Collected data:
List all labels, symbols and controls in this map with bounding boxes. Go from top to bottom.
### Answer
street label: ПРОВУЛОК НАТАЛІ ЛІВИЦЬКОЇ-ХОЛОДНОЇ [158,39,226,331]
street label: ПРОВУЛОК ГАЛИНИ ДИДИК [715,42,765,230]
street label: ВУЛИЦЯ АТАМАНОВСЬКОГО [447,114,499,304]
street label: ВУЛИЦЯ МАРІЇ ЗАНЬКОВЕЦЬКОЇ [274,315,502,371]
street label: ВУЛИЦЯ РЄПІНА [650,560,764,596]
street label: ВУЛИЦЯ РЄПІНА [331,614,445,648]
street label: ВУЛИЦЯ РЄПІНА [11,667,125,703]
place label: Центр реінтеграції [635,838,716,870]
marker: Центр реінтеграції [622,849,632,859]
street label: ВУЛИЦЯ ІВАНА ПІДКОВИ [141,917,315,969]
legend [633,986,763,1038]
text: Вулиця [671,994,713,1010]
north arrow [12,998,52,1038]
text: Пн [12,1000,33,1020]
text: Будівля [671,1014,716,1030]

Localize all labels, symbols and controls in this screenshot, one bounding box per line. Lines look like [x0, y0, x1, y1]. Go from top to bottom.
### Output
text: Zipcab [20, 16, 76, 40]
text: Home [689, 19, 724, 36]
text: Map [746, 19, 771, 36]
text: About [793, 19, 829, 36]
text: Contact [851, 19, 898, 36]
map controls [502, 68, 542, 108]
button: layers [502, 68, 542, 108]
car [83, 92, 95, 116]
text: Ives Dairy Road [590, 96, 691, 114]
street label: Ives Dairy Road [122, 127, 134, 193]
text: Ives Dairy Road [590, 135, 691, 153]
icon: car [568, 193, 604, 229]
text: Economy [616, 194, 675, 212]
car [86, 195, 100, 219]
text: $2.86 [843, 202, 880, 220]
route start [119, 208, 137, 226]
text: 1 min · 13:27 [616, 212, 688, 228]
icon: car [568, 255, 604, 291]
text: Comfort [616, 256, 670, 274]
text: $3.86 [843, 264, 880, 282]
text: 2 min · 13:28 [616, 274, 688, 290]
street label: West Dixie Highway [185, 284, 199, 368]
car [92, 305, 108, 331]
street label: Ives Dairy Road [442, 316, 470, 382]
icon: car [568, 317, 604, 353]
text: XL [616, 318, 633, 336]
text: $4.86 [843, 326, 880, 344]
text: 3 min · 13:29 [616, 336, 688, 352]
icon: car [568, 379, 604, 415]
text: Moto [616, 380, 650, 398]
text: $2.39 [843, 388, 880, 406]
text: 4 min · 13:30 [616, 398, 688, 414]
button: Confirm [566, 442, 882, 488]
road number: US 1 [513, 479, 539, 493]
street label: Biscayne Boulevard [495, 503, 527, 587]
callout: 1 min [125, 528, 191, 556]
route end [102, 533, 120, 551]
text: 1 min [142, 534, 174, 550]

:: Required work ::
Reproduce the data exactly. Keep every line intact.

:: Task solution ::
List all labels, symbols and controls in this map with bounding boxes. Go from top to bottom.
### Answer
street label: ПРОВУЛОК НАТАЛІ ЛІВИЦЬКОЇ-ХОЛОДНОЇ [158,39,226,331]
street label: ПРОВУЛОК ГАЛИНИ ДИДИК [715,42,765,230]
street label: ВУЛИЦЯ АТАМАНОВСЬКОГО [447,114,499,304]
street label: ВУЛИЦЯ МАРІЇ ЗАНЬКОВЕЦЬКОЇ [274,315,502,371]
street label: ВУЛИЦЯ РЄПІНА [650,560,764,596]
street label: ВУЛИЦЯ РЄПІНА [331,614,445,648]
street label: ВУЛИЦЯ РЄПІНА [11,667,125,703]
place label: Центр реінтеграції [635,838,716,870]
marker: Центр реінтеграції [622,849,632,859]
street label: ВУЛИЦЯ ІВАНА ПІДКОВИ [141,917,315,969]
legend [633,986,763,1038]
text: Вулиця [671,994,713,1010]
north arrow [12,998,52,1038]
text: Пн [12,1000,33,1020]
text: Будівля [671,1014,716,1030]

Localize all labels, symbols and controls in this screenshot, one bounding box per line. Lines look like [x0, y0, x1, y1]. Go from top to bottom.
### Output
text: Zipcab [20, 16, 76, 40]
text: Home [689, 19, 724, 36]
text: Map [746, 19, 771, 36]
text: About [793, 19, 829, 36]
text: Contact [851, 19, 898, 36]
map controls [502, 68, 542, 108]
button: layers [502, 68, 542, 108]
car [83, 92, 95, 116]
text: Ives Dairy Road [590, 96, 691, 114]
street label: Ives Dairy Road [122, 127, 134, 193]
text: Ives Dairy Road [590, 135, 691, 153]
icon: car [568, 193, 604, 229]
text: Economy [616, 194, 675, 212]
car [86, 195, 100, 219]
text: $2.86 [843, 202, 880, 220]
route start [119, 208, 137, 226]
text: 1 min · 13:27 [616, 212, 688, 228]
icon: car [568, 255, 604, 291]
text: Comfort [616, 256, 670, 274]
text: $3.86 [843, 264, 880, 282]
text: 2 min · 13:28 [616, 274, 688, 290]
street label: West Dixie Highway [185, 284, 199, 368]
car [92, 305, 108, 331]
street label: Ives Dairy Road [442, 316, 470, 382]
icon: car [568, 317, 604, 353]
text: XL [616, 318, 633, 336]
text: $4.86 [843, 326, 880, 344]
text: 3 min · 13:29 [616, 336, 688, 352]
icon: car [568, 379, 604, 415]
text: Moto [616, 380, 650, 398]
text: $2.39 [843, 388, 880, 406]
text: 4 min · 13:30 [616, 398, 688, 414]
button: Confirm [566, 442, 882, 488]
road number: US 1 [513, 479, 539, 493]
street label: Biscayne Boulevard [495, 503, 527, 587]
callout: 1 min [125, 528, 191, 556]
route end [102, 533, 120, 551]
text: 1 min [142, 534, 174, 550]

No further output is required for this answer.